◆ YOUR GOAL ◆
When the string "René" occurs in a line of the records, show that line.

***** DATA PROVIDED

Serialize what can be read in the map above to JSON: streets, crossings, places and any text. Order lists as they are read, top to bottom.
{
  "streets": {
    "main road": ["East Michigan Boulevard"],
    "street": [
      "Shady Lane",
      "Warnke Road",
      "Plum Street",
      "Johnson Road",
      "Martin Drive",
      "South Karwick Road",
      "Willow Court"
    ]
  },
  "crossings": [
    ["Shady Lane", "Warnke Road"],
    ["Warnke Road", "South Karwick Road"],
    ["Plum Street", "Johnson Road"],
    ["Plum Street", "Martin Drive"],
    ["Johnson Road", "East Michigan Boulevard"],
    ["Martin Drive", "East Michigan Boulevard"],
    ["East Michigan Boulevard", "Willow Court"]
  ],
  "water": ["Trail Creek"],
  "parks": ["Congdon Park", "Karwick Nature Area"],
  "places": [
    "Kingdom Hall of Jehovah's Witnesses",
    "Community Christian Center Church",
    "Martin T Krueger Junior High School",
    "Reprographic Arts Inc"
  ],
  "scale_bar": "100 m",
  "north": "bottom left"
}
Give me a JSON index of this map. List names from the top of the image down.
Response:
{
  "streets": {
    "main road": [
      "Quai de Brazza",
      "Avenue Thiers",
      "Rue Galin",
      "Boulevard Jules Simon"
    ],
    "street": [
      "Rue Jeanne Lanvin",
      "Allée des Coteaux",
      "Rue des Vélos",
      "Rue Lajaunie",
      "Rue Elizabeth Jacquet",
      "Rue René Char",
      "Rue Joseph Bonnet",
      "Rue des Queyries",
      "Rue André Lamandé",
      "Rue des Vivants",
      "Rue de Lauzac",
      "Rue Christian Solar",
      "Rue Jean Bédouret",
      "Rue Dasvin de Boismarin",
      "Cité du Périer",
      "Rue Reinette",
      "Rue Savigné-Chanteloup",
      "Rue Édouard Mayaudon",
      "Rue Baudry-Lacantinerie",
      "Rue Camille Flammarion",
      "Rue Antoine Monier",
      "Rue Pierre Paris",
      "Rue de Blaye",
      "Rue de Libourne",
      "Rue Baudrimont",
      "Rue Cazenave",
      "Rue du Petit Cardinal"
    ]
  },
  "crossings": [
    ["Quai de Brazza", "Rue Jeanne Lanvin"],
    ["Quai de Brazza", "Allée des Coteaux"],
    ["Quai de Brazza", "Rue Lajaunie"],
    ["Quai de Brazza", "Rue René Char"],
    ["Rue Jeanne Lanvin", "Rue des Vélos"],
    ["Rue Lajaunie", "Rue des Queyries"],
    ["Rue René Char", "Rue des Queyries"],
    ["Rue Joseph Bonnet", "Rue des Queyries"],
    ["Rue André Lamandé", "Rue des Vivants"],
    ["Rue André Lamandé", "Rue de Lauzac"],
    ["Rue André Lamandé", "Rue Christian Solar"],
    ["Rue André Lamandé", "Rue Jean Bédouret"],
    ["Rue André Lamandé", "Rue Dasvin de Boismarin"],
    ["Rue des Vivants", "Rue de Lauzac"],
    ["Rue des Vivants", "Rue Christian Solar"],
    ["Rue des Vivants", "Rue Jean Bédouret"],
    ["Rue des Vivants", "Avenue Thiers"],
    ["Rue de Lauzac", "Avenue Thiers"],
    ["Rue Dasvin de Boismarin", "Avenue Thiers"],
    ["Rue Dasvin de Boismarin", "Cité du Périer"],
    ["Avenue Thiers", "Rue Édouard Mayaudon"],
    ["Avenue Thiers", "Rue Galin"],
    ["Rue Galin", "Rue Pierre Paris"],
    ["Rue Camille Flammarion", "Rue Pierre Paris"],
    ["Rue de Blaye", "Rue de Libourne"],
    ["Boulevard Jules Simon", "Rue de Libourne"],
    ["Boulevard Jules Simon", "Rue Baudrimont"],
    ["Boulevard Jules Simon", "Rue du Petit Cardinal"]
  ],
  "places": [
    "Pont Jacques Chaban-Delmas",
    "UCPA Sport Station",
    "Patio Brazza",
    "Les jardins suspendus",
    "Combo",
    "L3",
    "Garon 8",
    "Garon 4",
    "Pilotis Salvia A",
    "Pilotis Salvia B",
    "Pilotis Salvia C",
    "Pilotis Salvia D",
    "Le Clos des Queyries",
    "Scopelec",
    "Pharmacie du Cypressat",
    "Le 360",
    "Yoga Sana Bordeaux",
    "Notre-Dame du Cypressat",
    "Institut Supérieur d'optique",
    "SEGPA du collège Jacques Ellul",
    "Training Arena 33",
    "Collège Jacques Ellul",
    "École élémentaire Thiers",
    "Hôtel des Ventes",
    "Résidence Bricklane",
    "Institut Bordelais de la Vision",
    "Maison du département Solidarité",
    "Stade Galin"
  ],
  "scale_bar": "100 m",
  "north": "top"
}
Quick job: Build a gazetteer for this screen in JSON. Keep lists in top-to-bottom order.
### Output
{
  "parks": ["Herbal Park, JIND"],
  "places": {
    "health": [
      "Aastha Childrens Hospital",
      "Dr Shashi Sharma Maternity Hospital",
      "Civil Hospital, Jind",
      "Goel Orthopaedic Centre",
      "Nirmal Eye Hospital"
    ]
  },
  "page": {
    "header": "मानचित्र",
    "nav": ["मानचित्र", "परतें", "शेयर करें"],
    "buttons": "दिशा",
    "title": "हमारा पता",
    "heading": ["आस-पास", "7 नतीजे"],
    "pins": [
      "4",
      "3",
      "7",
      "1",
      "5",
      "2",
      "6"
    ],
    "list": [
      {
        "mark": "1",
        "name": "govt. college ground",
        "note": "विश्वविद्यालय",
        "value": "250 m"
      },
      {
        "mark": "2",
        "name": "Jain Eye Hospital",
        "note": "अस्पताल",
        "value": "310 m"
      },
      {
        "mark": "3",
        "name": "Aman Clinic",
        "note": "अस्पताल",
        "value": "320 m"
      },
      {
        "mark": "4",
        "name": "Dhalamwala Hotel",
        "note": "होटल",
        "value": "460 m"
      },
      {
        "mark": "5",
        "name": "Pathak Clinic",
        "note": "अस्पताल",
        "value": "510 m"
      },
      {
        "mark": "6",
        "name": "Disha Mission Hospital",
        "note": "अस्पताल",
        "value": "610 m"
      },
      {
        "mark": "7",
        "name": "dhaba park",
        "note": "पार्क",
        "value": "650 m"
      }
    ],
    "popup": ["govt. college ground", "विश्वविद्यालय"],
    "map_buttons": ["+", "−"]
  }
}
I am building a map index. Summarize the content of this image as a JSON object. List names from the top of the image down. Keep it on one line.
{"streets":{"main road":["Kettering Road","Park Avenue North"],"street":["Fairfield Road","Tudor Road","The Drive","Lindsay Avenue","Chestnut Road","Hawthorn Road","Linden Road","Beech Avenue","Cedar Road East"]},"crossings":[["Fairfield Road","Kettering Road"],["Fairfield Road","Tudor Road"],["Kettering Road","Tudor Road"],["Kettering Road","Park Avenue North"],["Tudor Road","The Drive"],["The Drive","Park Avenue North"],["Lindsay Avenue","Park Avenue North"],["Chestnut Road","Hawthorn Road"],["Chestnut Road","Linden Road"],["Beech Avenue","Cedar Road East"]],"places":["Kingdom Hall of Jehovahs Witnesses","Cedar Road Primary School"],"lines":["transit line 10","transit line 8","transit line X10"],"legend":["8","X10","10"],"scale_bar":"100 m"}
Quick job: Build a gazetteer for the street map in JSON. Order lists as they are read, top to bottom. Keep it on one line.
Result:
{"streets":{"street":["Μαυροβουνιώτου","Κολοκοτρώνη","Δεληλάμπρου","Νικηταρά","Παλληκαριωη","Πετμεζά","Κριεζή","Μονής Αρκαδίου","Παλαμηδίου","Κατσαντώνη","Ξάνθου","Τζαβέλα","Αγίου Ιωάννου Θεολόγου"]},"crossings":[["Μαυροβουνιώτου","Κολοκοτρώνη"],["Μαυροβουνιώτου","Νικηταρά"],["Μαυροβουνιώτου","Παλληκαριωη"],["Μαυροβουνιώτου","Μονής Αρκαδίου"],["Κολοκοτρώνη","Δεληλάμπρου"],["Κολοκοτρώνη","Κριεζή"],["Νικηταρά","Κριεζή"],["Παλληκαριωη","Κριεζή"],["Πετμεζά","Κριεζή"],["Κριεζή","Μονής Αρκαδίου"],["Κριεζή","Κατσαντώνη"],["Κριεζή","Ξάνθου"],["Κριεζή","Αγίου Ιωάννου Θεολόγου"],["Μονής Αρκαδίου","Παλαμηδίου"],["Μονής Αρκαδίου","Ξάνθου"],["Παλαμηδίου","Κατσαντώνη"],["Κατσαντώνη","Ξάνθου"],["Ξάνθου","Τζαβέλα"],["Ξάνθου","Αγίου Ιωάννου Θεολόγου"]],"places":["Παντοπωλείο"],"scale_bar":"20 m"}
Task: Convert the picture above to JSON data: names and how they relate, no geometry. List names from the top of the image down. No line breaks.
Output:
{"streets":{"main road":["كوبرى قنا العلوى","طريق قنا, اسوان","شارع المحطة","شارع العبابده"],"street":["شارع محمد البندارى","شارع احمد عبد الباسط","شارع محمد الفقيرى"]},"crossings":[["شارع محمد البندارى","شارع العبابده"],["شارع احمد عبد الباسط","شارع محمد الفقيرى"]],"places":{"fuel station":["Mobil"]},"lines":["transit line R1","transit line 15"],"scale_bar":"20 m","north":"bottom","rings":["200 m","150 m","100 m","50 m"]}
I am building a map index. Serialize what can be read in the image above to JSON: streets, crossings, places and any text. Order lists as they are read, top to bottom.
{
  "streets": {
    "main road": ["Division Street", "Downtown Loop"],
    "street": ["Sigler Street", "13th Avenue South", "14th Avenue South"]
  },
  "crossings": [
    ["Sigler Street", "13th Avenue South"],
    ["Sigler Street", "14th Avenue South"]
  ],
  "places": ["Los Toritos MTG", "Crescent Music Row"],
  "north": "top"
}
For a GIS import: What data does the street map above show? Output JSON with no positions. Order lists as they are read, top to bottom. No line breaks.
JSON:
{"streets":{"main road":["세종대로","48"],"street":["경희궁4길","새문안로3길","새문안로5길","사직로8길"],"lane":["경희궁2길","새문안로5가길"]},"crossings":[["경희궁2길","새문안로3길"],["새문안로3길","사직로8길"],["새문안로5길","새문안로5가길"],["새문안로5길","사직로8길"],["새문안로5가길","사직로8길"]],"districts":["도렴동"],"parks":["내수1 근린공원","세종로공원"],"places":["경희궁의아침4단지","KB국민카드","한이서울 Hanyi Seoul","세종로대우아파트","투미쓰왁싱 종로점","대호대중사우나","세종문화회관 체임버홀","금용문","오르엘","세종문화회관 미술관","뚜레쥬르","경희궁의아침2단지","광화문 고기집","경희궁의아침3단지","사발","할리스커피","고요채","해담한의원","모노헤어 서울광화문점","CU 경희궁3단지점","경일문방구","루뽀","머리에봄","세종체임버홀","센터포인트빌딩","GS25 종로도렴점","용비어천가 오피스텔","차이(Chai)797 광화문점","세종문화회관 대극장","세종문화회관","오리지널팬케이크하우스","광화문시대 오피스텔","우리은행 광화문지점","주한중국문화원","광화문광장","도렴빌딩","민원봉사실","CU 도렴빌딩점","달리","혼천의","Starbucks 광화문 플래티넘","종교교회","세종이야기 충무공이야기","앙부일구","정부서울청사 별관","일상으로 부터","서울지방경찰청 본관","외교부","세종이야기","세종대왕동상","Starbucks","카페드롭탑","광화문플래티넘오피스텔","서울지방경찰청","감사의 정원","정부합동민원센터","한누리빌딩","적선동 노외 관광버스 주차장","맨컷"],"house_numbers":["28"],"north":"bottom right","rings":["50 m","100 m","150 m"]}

**********

◆ RESPONSE FOR THIS EXERCISE ◆
      "Rue René Char",
    ["Quai de Brazza", "Rue René Char"],
    ["Rue René Char", "Rue des Queyries"],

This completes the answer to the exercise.